Why is spawning a new process in Node so slow?

Max McDonnell on

At Val Town we run your code in Deno processes. We recently noticed, that under load, a single Val Town’s Node server cannot exceed 40 spawns/s. It spends 30% of its time with the main thread blocked on calls to spawn. Why is it so slow? Can we make it any faster?

To simulate this pattern we’ll write an HTTP server that spawns a new process for each request.
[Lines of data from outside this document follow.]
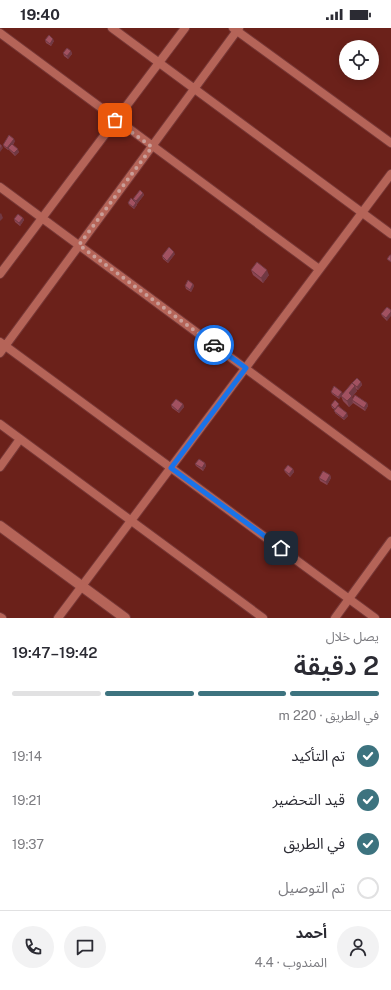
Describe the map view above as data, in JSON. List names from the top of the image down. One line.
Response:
{"page":{"status":"19:40","heading":["2 دقيقة","يصل خلال","19:42–19:47"],"panel":["أحمد","المندوب · 4.4"],"bar":"في الطريق · 220 m","list":[["تم التأكيد","19:14"],["قيد التحضير","19:21"],["في الطريق","19:37"],"تم التوصيل"]}}
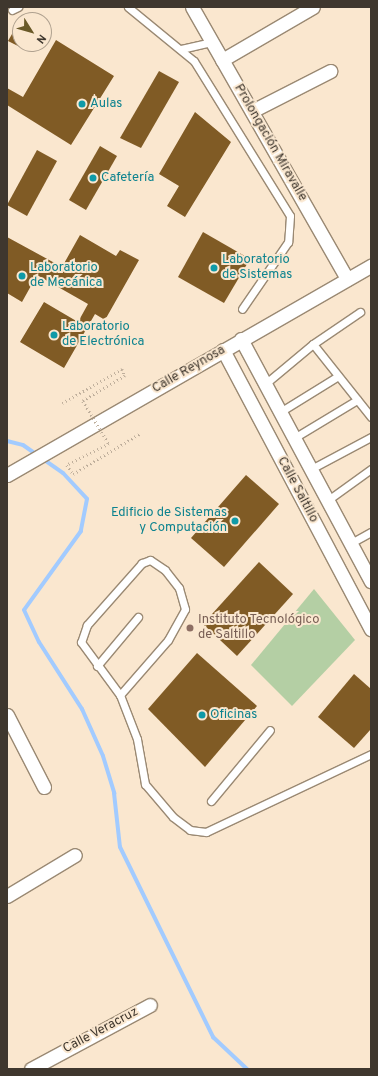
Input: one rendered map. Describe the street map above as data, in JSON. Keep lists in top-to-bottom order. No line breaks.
{"streets":{"street":["Prolongación Miravalle","Calle Reynosa","Calle Saltillo","Calle Veracruz"]},"crossings":[["Prolongación Miravalle","Calle Reynosa"],["Calle Reynosa","Calle Saltillo"]],"places":["Aulas","Cafetería","Laboratorio de Sistemas","Laboratorio de Mecánica","Laboratorio de Electrónica","Edificio de Sistemas y Computación","Instituto Tecnológico de Saltillo","Oficinas"],"north":"bottom right"}
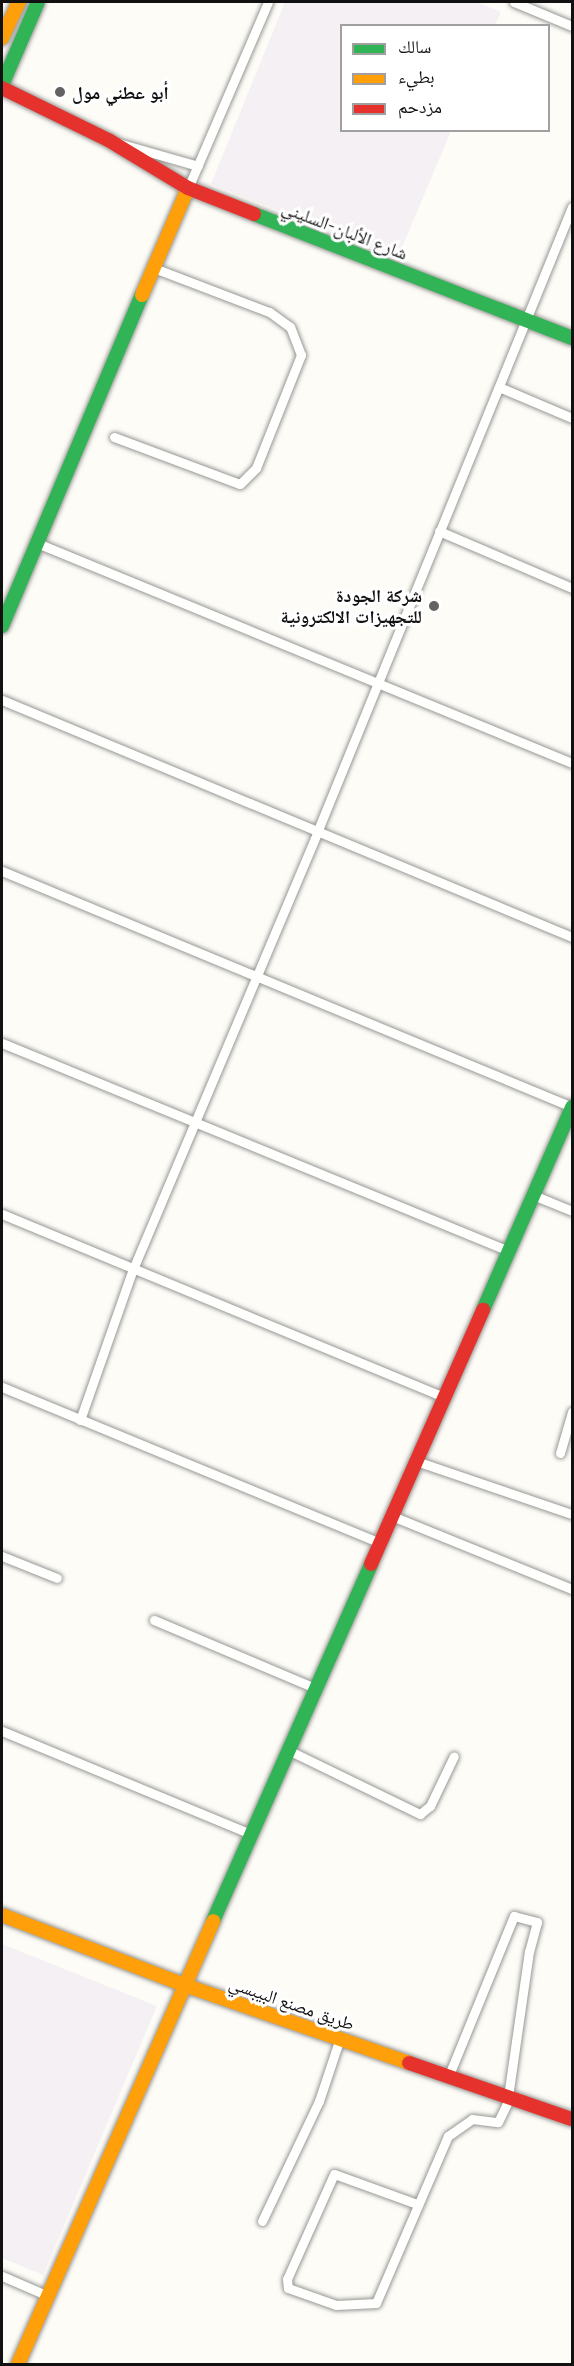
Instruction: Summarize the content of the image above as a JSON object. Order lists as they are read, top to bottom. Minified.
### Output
{"streets":{"main road":["شارع الألبان-السليني","طريق مصنع البيبسي"]},"places":["أبو عطني مول","شركة الجودة للتجهيزات الالكترونية"],"legend":["سالك","بطيء","مزدحم"]}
Like this:

import { spawn } from "node:child_process";
import http from "node:http";
http
.createServer((req, res) => spawn("echo", ["hi"]).stdout.pipe(res))
.listen(8001);

We’ll write similar implementations in Go (here) and Rust (here) and run this example with Node, Deno and Bun.

I am running all of these on a Hetzner CCX33 with 8 vCPUs and 32 GB of ram. I am benchmarking with bombardier running on the same machine. The command I’ll run to benchmark each server is bombardier -c 30 -n 10000 http://localhost:8001. 10,000 total requests over 30 connections. I prewarm each server before running the benchmark. I’m using Go v1.22.2, Rust v1.77.2, Node v22.3.0, Bun 1.1.20, and Deno 1.44.2.

Here are the results:

Language/RuntimeReq/sCommand
Node651node baseline.js
Deno2,290deno run --allow-all baseline.js
Bun2,208bun run baseline.js
Go5,227go run go/main.go
Rust (tokio)5,466cd rust && cargo run --release

Ok, so Node is slow. Deno and Bun have figured out how to make this faster, and the compiled, thread-pool languages are much faster again.
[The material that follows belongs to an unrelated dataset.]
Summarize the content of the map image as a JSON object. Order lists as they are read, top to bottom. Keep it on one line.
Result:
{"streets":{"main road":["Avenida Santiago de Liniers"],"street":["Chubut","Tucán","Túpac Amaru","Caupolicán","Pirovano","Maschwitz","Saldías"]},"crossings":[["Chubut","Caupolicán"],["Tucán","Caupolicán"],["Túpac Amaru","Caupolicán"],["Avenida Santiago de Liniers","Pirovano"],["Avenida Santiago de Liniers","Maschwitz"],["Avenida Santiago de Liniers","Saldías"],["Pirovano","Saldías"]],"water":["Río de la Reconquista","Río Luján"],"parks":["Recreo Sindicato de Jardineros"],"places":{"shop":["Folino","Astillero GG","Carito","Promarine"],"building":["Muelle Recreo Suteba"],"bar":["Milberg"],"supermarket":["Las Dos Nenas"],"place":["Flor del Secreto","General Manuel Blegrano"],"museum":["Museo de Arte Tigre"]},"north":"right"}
Node’s spawn performance does seem to be notably bad. This thread was an interesting read, and while in my testing things have improved since the time of that post, Node still spends an awful lot of time blocking the main thread for each Spawn call.

Switching to Bun or Deno would improve this a lot. That is great to know, but let’s try and improve things with Node.

Node cluster Module

The simplest thing we can do spawn more processes and run an http server per-process using Node’s cluster module. Like so:

import { spawn } from "node:child_process";
import http from "node:http";
import cluster from "node:cluster";
import { availableParallelism } from "node:os";
if (cluster.isPrimary) {
for (let i = 0; i < availableParallelism(); i++) cluster.fork();
} else {
http
.createServer((req, res) => spawn("echo", ["hi"]).stdout.pipe(res))
.listen(8001);
}

Node shares the network socket between processes here, so all of our processes can listen on :8001 and they’ll be routed requests round-robin.

The main issue with this approach for me is that each HTTP server is isolated in its own process. This can complicate things if you manage any kind of in-memory caching or global state that needs to be shared between these processes. I’d ideally find a way to keep the single thread execution model of javascript and still make spawns fast.

Here are the results:

Language/RuntimeReq/sCommand
Node1,766node cluster.js
Deno2,133deno run --allow-all cluster.js
Bunn/a”node:cluster is not yet implemented in Bun”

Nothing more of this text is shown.